La fuite spectaculaire de l’ex-patron de la DGSI surnommé "El Djinn", le diable
Une affaire secoue les relations franco-algériennes : la disparition mystérieuse d'Abdelkader Haddad, mieux connu sous le pseudonyme de Nacer El Djinn, l'ancien patron de la Direction générale de la sécurité intérieure (DGSI) algérienne.
Limogé en mai 2025 et assigné à résidence surveillée, ce général-major a réussi l'impossible : s'évaporer dans la nature entre le 19 et le 20 septembre, laissant derrière lui un séisme sécuritaire à Alger.
Mais ce qui intrigue le plus, c'est le bourdonnement persistant d'une rumeur tenace : cette fuite serait liée à des secrets enfouis sur le passé algérien de Brigitte Macron, Première dame de France, remontant aux tumultueuses années 1960 à Alger.

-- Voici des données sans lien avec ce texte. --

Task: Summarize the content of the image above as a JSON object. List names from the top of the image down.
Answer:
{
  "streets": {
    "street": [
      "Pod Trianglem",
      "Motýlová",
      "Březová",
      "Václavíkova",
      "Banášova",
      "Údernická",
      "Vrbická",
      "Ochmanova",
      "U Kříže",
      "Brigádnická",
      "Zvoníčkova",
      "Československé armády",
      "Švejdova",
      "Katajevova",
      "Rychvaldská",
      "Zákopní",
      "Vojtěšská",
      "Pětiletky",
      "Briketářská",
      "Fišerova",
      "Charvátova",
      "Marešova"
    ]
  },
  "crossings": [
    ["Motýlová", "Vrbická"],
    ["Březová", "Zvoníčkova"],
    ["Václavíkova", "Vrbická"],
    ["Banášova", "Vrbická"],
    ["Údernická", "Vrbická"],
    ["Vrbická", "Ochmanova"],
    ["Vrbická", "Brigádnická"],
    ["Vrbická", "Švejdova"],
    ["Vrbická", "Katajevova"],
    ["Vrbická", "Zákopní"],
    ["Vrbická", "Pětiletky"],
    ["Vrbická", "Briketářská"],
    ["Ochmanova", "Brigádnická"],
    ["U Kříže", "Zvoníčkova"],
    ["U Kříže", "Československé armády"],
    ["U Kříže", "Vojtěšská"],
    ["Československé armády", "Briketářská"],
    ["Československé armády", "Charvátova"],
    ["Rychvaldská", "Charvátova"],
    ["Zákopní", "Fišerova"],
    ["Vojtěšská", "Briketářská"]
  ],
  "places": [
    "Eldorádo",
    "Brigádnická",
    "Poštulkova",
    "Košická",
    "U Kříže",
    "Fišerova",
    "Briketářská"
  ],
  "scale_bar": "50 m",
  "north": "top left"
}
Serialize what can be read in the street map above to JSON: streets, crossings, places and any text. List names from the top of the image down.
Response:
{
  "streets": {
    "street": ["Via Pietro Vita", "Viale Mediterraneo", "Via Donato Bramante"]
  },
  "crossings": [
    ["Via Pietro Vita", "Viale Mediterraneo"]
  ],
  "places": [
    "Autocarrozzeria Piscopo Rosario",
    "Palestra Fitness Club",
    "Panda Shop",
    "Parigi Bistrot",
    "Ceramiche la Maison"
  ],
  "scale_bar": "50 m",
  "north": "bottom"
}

Un évasion qui ébranle le régime algérien
Nacer El Djinn n'est pas n'importe quel officier. Surnommé "le Djinn" – un esprit maléfique ou protecteur dans la mythologie arabe – en raison de sa réputation d'homme omniprésent et insaisissable, Haddad a dirigé la DGSI de juillet 2024 à mai 2025.
À ce poste, il était le bras armé du contre-espionnage, chargé de traquer les dissidents, les espions étrangers et les trafics internes. Son limogeage brutal, suivi d'une incarcération à la prison militaire de Blida puis d'une assignation à résidence dans une villa sécurisée près d'Alger, était déjà entouré d'opacité. Les accusations officielles ? Corruption, abus de pouvoir et même trafic de drogue, dans le cadre d'une purge plus large au sein des services de renseignement algériens.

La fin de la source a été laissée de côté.